• What to produce: Below are the records; copy each line in which "legend" occurs.

Data entries
----------------------------------------

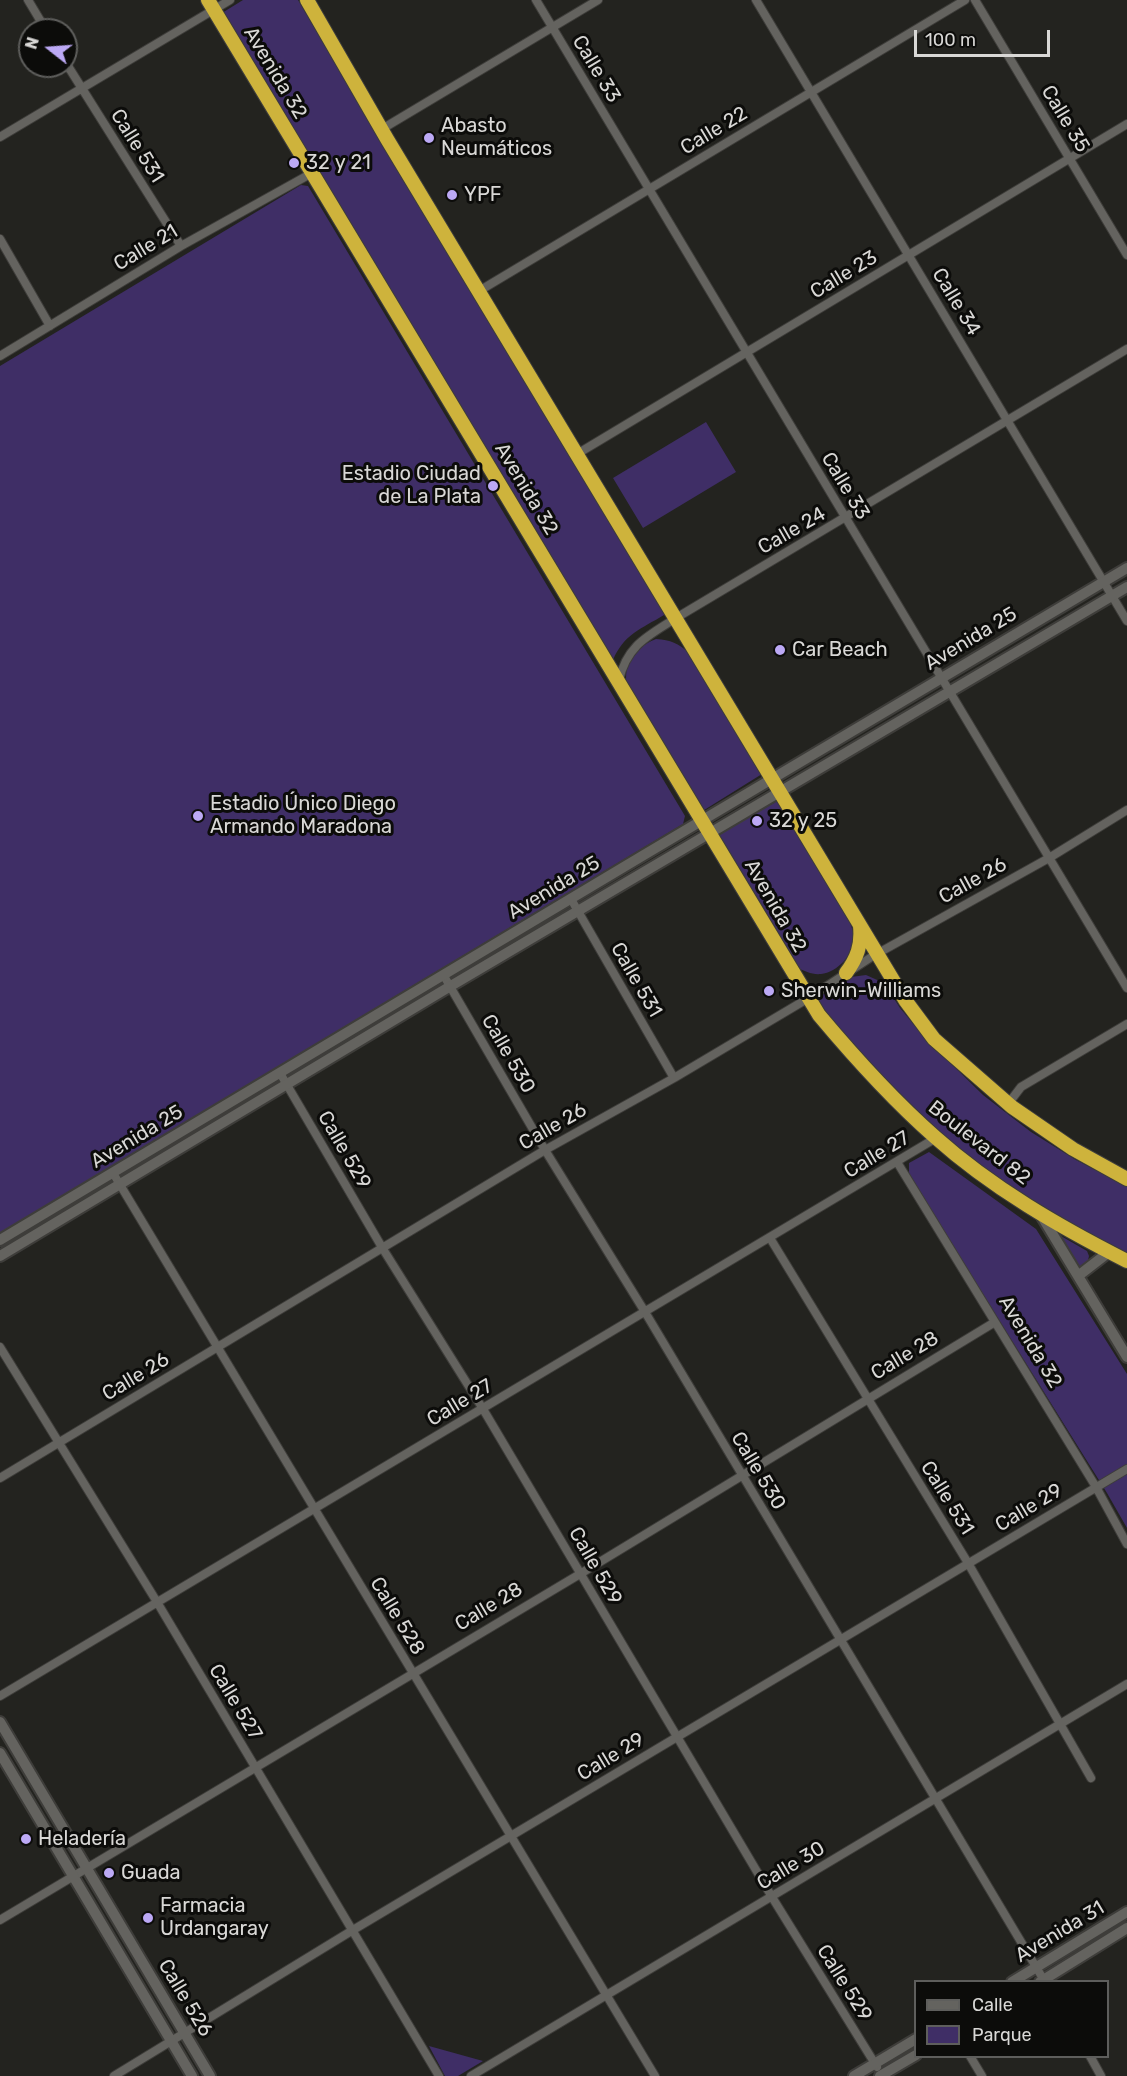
<!DOCTYPE html>
<html>
<head>
<meta charset="utf-8">
<style>
  body { margin:0 }
  #map { position:relative; width:1127px; height:2076px; overflow:hidden; background:#23231f; font-family:Rubik,sans-serif }
  canvas { display:block }
  .legend { position:absolute; left:914px; top:1980px; width:195px; height:78px; box-sizing:border-box; background:#0c0c0a; border:2px solid #5e5e5c; margin:0; padding:8px 10px; list-style:none; font-size:18px; color:#d9d8d6 }
  .legend li { display:flex; align-items:center; gap:12px; height:30px }
  .legend b { width:30px; border:2px solid #5e5e5c }
  .north { position:absolute; left:18px; top:18px; width:60px; height:60px; box-sizing:border-box; background:#0c0c0a; border:2px solid #5e5e5c; border-radius:50%; rotate:287deg; font-size:16px; font-weight:700; line-height:24px; text-align:center; color:#d9d8d6 }
  .north::after { content:''; display:block; margin:auto; width:21px; height:27px; background:#bca9f5; clip-path:polygon(50% 0,100% 100%,50% 72%,0 100%) }
  .scale { position:absolute; left:914px; top:30px; width:136px; height:27px; box-sizing:border-box; border:3px solid #d9d8d6; border-top:0; padding-left:8px; font-size:18px; line-height:21px; white-space:nowrap; color:#d9d8d6; -webkit-text-stroke:4px #0c0c0a; paint-order:stroke }
</style>
</head>
<body>
<div id="map">
<canvas width="1127" height="2076"></canvas>
<ul class="legend">
<li><b style="height:8px;background:#64635f"></b>Calle</li>
<li><b style="height:16px;background:#3f2e66"></b>Parque</li>
</ul>
<div class="north">N</div>
<div class="scale">100 m</div>
</div>
<script>
const ctx = document.querySelector('canvas').getContext('2d');
ctx.lineJoin = 'round';
function paint(path, color) {
  ctx.fillStyle = color;
  ctx.fill(path, 'evenodd');
}
function strokePath(path, color, width, dash) {
  ctx.strokeStyle = color;
  ctx.lineWidth = width;
  ctx.lineCap = dash ? 'butt' : 'round';
  ctx.setLineDash(dash || []);
  ctx.stroke(path);
}
function drawText(font, color, halo, rows, align = 'center') {
  ctx.font = font + ' Rubik,sans-serif';
  ctx.lineWidth = 6;
  ctx.setLineDash([]);
  ctx.textBaseline = 'middle';
  ctx.strokeStyle = halo;
  ctx.fillStyle = color;
  for (const [text, x, y, turn = 0] of rows) {
    ctx.save();
    ctx.translate(x, y);
    ctx.rotate((+turn || 0) * Math.PI / 180);
    ctx.textAlign = isNaN(turn) ? turn : align;
    if (halo) ctx.strokeText(text, 0, 0);
    ctx.fillText(text, 0, 0);
    ctx.restore();
  }
}
paint(new Path2D(`
  M243,0H298L664,612V615C641,629 624,634 613,660L222,13Z
  M301,185L308,186L685,816L683,824L0,1233V366Z
  M706,422L736,472L643,528L613,478Z
  M656,639C671,640 678,643 689,653L762,774L701,812L627,688C623,663 633,648 656,639Z
  M777,801L850,922C851,927 854,932 854,937C855,953 837,973 821,974C812,975 805,971 797,968L716,836Z
  M866,975L884,983L900,1008L926,1039L983,1095L1031,1132L1076,1160L1127,1186V1256L1033,1202L993,1175L959,1149L887,1084L813,1000L851,977Z
  M929,1152L1036,1229L1127,1374V1528L1107,1493L909,1176V1163Z
  M1061,1236L1087,1251L1089,1256L1087,1265L1079,1267L1075,1265L1058,1237Z
  M429,2046L483,2061L458,2076H445Z`), '#3f2e66');
const street = new Path2D(`
  M28,0L46,30
  M536,0L1127,988
  M756,0L1127,621
  M975,0L1127,255
  M66,63L181,246
  M382,129L598,0
  M0,137L230,0
  M0,239L50,326
  M479,291L965,0
  M0,356L181,246L312,173
  M577,454L1127,124
  M619,680C627,645 648,636 676,618L1127,349
  M571,899L674,1078
  M444,976L545,1150L645,1312L1045,1982
  M280,1073L383,1249L483,1409L772,1897L877,2067
  M1008,1104L1021,1087L1127,1024
  M897,1162L1096,1487L1127,1544
  M113,1173L655,2076
  M770,1238L968,1563L1091,1778
  M0,1347L157,1602L439,2076
  M0,1478L545,1150L674,1078L807,999L873,956L1049,858L1127,810
  M0,1696L936,1138
  M0,1920L580,1574L995,1322
  M970,2056L982,2076
  M1090,2056L1101,2076
  M114,2076L353,1930L1127,1469
  M471,2076L1127,1684`);
const secondary = new Path2D(`
  M1041,1215L1127,1357
  M0,1240C376,1016 750,790 1127,568
  M0,1256L449,987L1127,587
  M1078,1276L1109,1252
  M0,1722L210,2076
  M0,1753L192,2076
  M1012,1982L1127,1912
  M1040,1982L1127,1928
  M854,2076L916,2039
  M880,2076L916,2055`);
const highway = new Path2D(`
  M208,0L819,1015C855,1058 893,1100 935,1137C992,1188 1060,1227 1127,1261
  M307,0L387,139L905,1000L934,1039L1012,1107L1073,1149L1127,1179
  M846,973C857,958 862,945 860,926`);
strokePath(street, '#3e3d3a', 10);
strokePath(secondary, '#3e3d3a', 14);
strokePath(highway, '#3e3d3a', 16);
strokePath(street, '#64635f', 8);
strokePath(secondary, '#64635f', 10);
strokePath(highway, '#ceb33c', 14);
for (const [x, y, r, color] of [
  [429,138,6,"#bca9f5"],
  [294,163,6,"#bca9f5"],
  [452,195,6,"#bca9f5"],
  [493,486,6,"#bca9f5"],
  [780,650,6,"#bca9f5"],
  [198,816,6,"#bca9f5"],
  [757,821,6,"#bca9f5"],
  [769,991,6,"#bca9f5"],
  [26,1839,6,"#bca9f5"],
  [109,1873,6,"#bca9f5"],
  [148,1918,6,"#bca9f5"]
]) {
  const dot = new Path2D();
  dot.arc(x, y, r, 0, 2 * Math.PI);
  ctx.fillStyle = color;
  ctx.fill(dot);
  strokePath(dot, '#0c0c0a', 2);
}
drawText('20px', '#d9d8d6', '#0c0c0a', [
  ["Calle 33",596,69,59],
  ["Avenida 32",275,73,59],
  ["Calle 35",1065,119,59],
  ["Calle 22",714,131,-31],
  ["Calle 531",137,146,58],
  ["Calle 21",146,248,-31],
  ["Calle 23",844,275,-31],
  ["Calle 34",956,302,59],
  ["Calle 33",845,486,59],
  ["Avenida 32",526,489,59],
  ["Calle 24",792,531,-30],
  ["Avenida 25",971,639,-31],
  ["Calle 26",973,881,-29],
  ["Avenida 25",554,888,-31],
  ["Avenida 32",775,906,60],
  ["Calle 531",636,980,60],
  ["Calle 530",508,1054,60],
  ["Calle 26",553,1127,-30],
  ["Avenida 25",137,1137,-31],
  ["Boulevard 82",979,1143,38],
  ["Calle 529",344,1150,60],
  ["Calle 27",877,1155,-31],
  ["Avenida 32",1030,1342,59],
  ["Calle 28",905,1356,-31],
  ["Calle 26",136,1377,-31],
  ["Calle 27",460,1403,-31],
  ["Calle 530",758,1471,59],
  ["Calle 531",947,1498,58],
  ["Calle 29",1029,1508,-31],
  ["Calle 529",595,1566,60],
  ["Calle 28",489,1607,-31],
  ["Calle 528",397,1616,59],
  ["Calle 527",235,1702,59],
  ["Calle 29",611,1757,-31],
  ["Calle 30",791,1866,-31],
  ["Avenida 31",1060,1932,-31],
  ["Calle 529",844,1983,58],
  ["Calle 526",185,1998,59]
]);
drawText('20px', '#d9d8d6', '#0c0c0a', [
  ["Abasto",441,126],
  ["Neumáticos",441,149],
  ["32 y 21",306,163],
  ["YPF",464,195],
  ["Estadio Ciudad",481,474,"right"],
  ["de La Plata",481,497,"right"],
  ["Car Beach",792,650],
  ["Estadio Único Diego",210,804],
  ["Armando Maradona",210,827],
  ["32 y 25",769,821],
  ["Sherwin-Williams",781,991],
  ["Heladería",38,1839],
  ["Guada",121,1873],
  ["Farmacia",160,1906],
  ["Urdangaray",160,1929]
], 'left');
</script>
</body>
</html>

----------------------------------------

• Exercise solution:
  .legend { position:absolute; left:914px; top:1980px; width:195px; height:78px; box-sizing:border-box; background:#0c0c0a; border:2px solid #5e5e5c; margin:0; padding:8px 10px; list-style:none; font-size:18px; color:#d9d8d6 }
  .legend li { display:flex; align-items:center; gap:12px; height:30px }
  .legend b { width:30px; border:2px solid #5e5e5c }
<ul class="legend">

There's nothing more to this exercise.